Thousands of Black and Brown people died as a consequence of this research and the fact that they were, in many, many cases, unaware of the government's experiment. Whey did the U.S. government not use white test subjects? Institutionalized racism.
This attitude and behavior of white medical doctors was buttressed and supported by a set of racist laws that made it illegal for Blacks to be treated at white hospitals and other medical institutions. In many cases white doctors would not treat Blacks whom they considered barely above the status of pack animals with many dying for easily cured diseases.
In the 20th century, untold numbers of Black women endured such life-altering experiences in part because of medical racism.

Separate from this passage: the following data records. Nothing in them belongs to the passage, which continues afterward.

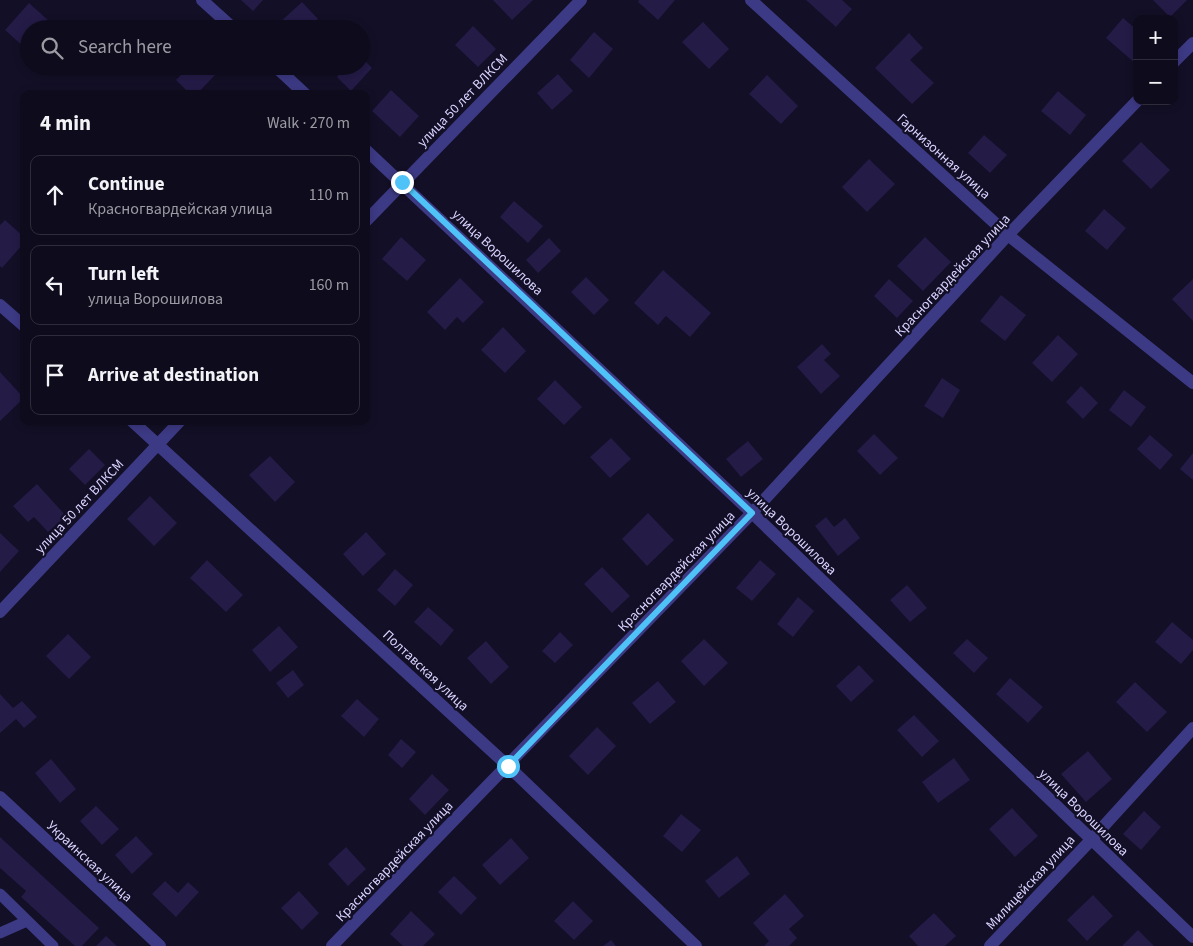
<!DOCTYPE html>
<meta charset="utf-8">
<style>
body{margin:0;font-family:"Source Sans 3",sans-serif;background:#1c1929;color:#f1f3f6}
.controls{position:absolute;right:15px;top:15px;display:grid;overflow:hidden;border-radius:10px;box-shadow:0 2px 8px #0003}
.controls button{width:45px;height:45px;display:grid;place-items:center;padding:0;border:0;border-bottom:1px solid #2e2b3b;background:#0e0b1c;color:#f1f3f6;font:25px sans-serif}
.stop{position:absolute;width:15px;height:15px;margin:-11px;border:4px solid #4fc3f7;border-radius:50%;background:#fff}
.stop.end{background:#4fc3f7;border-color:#fff;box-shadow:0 1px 5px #0008}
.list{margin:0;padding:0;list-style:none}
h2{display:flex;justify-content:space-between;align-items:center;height:65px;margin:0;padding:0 20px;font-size:21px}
h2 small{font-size:16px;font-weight:400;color:#9b9ba3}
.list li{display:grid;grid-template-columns:32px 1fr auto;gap:15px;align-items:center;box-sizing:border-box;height:80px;margin:0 10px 10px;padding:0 10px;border:1px solid #2e2b3b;border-radius:10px}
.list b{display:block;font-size:19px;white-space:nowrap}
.list p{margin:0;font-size:16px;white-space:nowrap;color:#9b9ba3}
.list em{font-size:16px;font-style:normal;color:#9b9ba3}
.icon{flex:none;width:28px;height:28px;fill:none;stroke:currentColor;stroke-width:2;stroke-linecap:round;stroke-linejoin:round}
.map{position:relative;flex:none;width:1193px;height:946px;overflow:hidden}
.search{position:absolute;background:#0e0b1c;box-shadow:0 2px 8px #0003;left:20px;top:20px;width:350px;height:55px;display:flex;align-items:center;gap:12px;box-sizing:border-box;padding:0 18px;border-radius:28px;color:#9b9ba3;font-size:19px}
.panel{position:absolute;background:#0e0b1c;box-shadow:0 2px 8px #0003;left:20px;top:90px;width:350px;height:335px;border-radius:10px}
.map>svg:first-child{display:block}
.building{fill:#241b47}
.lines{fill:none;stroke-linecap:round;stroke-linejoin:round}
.service{stroke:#3d3a85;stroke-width:11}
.minor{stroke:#3d3a85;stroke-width:12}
.tertiary{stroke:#3d3a85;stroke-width:12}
.route{stroke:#4fc3f7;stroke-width:6}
.labels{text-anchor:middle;stroke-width:4.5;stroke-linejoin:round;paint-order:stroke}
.street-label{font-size:14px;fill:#d9d4ff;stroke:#130f26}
</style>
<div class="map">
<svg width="1193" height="946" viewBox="0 0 1193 946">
<rect width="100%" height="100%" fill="#130f26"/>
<path class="building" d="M241 0H263L253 11Z
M493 0H533L512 20Z
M639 0H675L658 20 638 2Z
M806 0H842L852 9 836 27Z
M1153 0H1187L1170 17Z
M302 2 318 19 308 29H283L278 24Z
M29 3 49 21 42 29H29V44L25 48 5 30Z
M1123 18 1137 30 1136 64 1106 38Z
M703 22 729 49 709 69 682 42Z
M473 26 496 49 478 67 455 45Z
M594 32 613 49 589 78 570 60Z
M909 33 923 48 910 60 934 83 912 104 875 68Z
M361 57 372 68 351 91 337 77 347 66H361Z
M190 66H206L215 75 197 94H190L176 80Z
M558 74 573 91 552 110 537 93Z
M767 75 798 106 781 124 749 94Z
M391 90 419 116 400 137 372 111Z
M1058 91 1086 115 1070 135 1041 111Z
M984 135 1007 155 990 173 968 153Z
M1141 142 1170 170 1151 189 1122 161Z
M869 159 895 184 867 212 842 187Z
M514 201 543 226 528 243 500 217Z
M1104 209 1126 228 1107 250 1085 231Z
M5 220 24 237V243L2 268 0 266V225Z
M401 237 426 260 407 281 382 259Z
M925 237 951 262 923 291 897 266Z
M549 238 561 251 538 273 526 260Z
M663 270 711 313 690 337 666 316 658 325 634 303Z
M586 277 609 300 594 315 571 292Z
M460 278 484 302 463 323 457 317 445 330 427 312Z
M889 279 913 301 897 318 874 296Z
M1193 279V321L1172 299Z
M1001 295 1026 315 1005 341 980 321Z
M503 327 526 351 505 373 481 350Z
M1058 335 1078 354 1052 382 1032 363Z
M822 344 831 354 824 360 840 376 821 394 797 367Z
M0 372 24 398 0 421Z
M942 378 960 390 943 418 924 406Z
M555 380 582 407 564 425 537 399Z
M1081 386 1098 403 1083 419 1066 402Z
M1124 390 1146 407 1131 427 1109 410Z
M874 434 898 458 880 475 857 451Z
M1150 435 1173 455 1160 470 1137 449Z
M611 438 631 459 610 478 590 457Z
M748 441 763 459 741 477 726 459Z
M89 449 105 465 85 485 69 469Z
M1193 453V480L1180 469Z
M270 456 295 482 275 502 249 475Z
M37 484 66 516 48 532 34 517 28 522 13 506Z
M150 496 177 523 154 546 127 519Z
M648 513 674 540 647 566 622 539Z
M826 517 834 527 845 518 860 538 838 556 815 526Z
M366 532 386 554 363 576 343 554Z
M0 533 19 551 0 572Z
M207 560 243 595 226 612 190 578Z
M760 560 776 574 752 601 736 588Z
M602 567 630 596 612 613 584 584Z
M395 569 413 585 395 606 377 590Z
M907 585 927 608 910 622 890 600Z
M798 597 814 611 793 637 777 624Z
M428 607 454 630 441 646 414 622Z
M1172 622 1193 640V650L1181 664 1155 642Z
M279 626 298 647 270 672 252 650Z
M560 632 573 645 555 663 542 651Z
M68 634 91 657 69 679 46 656Z
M704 639 728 663 704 686 681 661Z
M967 639 988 658 974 673 953 653Z
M486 641 509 667 491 684 467 658Z
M859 665 874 681 851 702 836 686Z
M293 670 304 685 288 698 276 683Z
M1010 678 1043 707 1028 723 996 694Z
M658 681 676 702 650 724 632 703Z
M1135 682 1167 712 1147 732 1116 702Z
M0 694 13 708 22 701 37 717 24 728 16 719 0 733Z
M357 699 379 719 364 737 341 716Z
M914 715 939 741 922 757 897 730Z
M597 727 616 746 588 775 569 756Z
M401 739 416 752 402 768 388 755Z
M1088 751 1112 779 1086 802 1061 774Z
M954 758 970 780 938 803 922 782Z
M51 759 76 789 60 803 35 773Z
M432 774 449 790 425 815 409 799Z
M96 806 119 829 102 845 80 821Z
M1012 808 1038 836 1015 857 989 829Z
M1144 811 1161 827 1141 850 1123 834Z
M681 814 701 830 682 852 663 836Z
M136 836 153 854 132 874 115 855Z
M0 837 99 928 82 946H75L21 897 26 891 0 868Z
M511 838 529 858 500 885 482 865Z
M346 847 366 869 348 886 328 864Z
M737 856 750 874 719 898 705 881Z
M454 876 477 898 461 915 438 892Z
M165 881 178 893 188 882 199 892 176 917 152 894Z
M299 891 319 913 302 930 281 908Z
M785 894 804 916 789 929 797 938 789 946H764L769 941 753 923Z
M1093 895 1113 916 1087 941 1067 920Z
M573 901 593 921 574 940 554 921Z
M411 911 435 934 423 946H403L390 934Z
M934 913 956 936 945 946H918L909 936Z
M1138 930 1154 946H1122Z
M106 936 117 946H96Z
M611 940 616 946H603Z"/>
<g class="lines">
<path class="service" d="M0 894 53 946
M0 933 27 921"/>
<path class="minor" d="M202 0 234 29
M751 0 1008 235 1193 383
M275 66 305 94
M366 150 752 513 1193 937
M366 221 581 0
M0 305 24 326
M132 421 508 766 696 946
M0 612 180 421
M990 946 1091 840 1193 728"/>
<path class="tertiary" d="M1174 62 1193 43
M0 797 160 946
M332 946 752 513 1008 235 1137 101"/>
</g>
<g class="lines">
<path class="route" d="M402 182 752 513 508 766"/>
</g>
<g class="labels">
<g class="street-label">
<text transform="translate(462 100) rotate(-46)" y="5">улица 50 лет ВЛКСМ</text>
<text transform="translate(944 156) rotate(42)" y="5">Гарнизонная улица</text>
<text transform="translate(498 252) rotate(43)" y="5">улица Ворошилова</text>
<text transform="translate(952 275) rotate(-47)" y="5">Красногвардейская улица</text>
<text transform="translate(79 506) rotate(-47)" y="5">улица 50 лет ВЛКСМ</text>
<text transform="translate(792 531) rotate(44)" y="5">улица Ворошилова</text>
<text transform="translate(676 571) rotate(-46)" y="5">Красногвардейская улица</text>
<text transform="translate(426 670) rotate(43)" y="5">Полтавская улица</text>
<text transform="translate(1084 812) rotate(44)" y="5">улица Ворошилова</text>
<text transform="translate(90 861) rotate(43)" y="5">Украинская улица</text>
<text transform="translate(394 861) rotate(-46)" y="5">Красногвардейская улица</text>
<text transform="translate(1030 882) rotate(-47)" y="5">Милицейская улица</text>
</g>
</g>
</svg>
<div class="controls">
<button>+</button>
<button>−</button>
</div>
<div class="stop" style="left:508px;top:766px"></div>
<div class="stop end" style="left:402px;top:182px"></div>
<div class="search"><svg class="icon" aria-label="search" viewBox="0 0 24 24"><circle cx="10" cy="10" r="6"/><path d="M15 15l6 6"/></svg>Search here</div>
<section class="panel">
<h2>4 min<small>Walk · 270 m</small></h2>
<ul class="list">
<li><svg class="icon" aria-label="ahead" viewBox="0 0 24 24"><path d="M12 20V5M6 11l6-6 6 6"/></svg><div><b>Continue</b><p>Красногвардейская улица</p></div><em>110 m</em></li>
<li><svg class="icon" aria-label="left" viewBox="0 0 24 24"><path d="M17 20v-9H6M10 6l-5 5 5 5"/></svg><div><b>Turn left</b><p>улица Ворошилова</p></div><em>160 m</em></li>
<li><svg class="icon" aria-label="arrive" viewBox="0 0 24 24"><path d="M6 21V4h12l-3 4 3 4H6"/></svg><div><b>Arrive at destination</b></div></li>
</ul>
</section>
</div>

Along with Native American and Puerto Rican women they were sterilized without their consent after undergoing routine medical procedures or, ironically, after giving birth. Such racism is still in play today, though we would like to think that this is not the case.
In 21st century America racism continues to play a role in health care, with studies finding that doctors often harbor racial biases that influence their treatment of minority and Black patients. The fact is that many have been the wrongs that have been perpetuated against Black and Brown people because of medical racism, even as there have been, admittedly, some racial progress in medicine.
So the legacy of these hateful acts is that Black people still distrust members of the medical profession. They still believe that doctors, especially white ones, may be in league with the government. This is particularly true for Black men with accompanying poor health outcomes. While this distrust is slowly eroding it harkens back to 1932 when the United States government used poor, Black men, sharecroppers, in the infamous Tuskegee Experiment. At that time there were no cures for many sexually transmitted diseases like syphilis.
Medical researchers launched a project called the "Tuskegee Study of Untreated Syphilis in the Negro Male." The vast majority of the test subjects where poor Black men compelled to take part in the "study" with promises of free health care and other services.
It was a brass-faced lie and one of the most odious acts of targeted overt racism ever perpetuated on Blacks. Outside of the fact that Blacks were used like disposable and expendable guinea pigs, can you imagine them bringing this deadly disease -- akin to AIDS in those days -- back to their women, wives and girlfriends? You see, laws against intermarriage between Blacks and whites -- illegal in most states at the time - and rigid racial segregation guaranteed that this disease would ONLY be devastating to the Black community. The white community therefore had very little to fear about its spread because the races were so completely separate so as to make that nearly impossible.
This, of course, could only have been possible because of the complete unison of the white institutions acting in concert to perpetuate a brutal act of racism against a defenseless and vulnerable population. And the particular banal character of this "experiment" was that when penicillin became available and was widely used to treat syphilis, the researchers deliberately withheld it and refused to offer this treatment to the Tuskegee test subjects.
This led most of them to needlessly die horrible deaths, not to mention pass on their illness to their family members and loved ones. But U.S. institutionalized racism was not limited only to the U.S. mainland. In Guatemala, the U.S. government paid for similar research to be conducted there on vulnerable people such as mental patients and prison inmates. While the Tuskegee test subjects eventually received a settlement, no compensation has been awarded to the victims of the Guatemala Syphilis Study.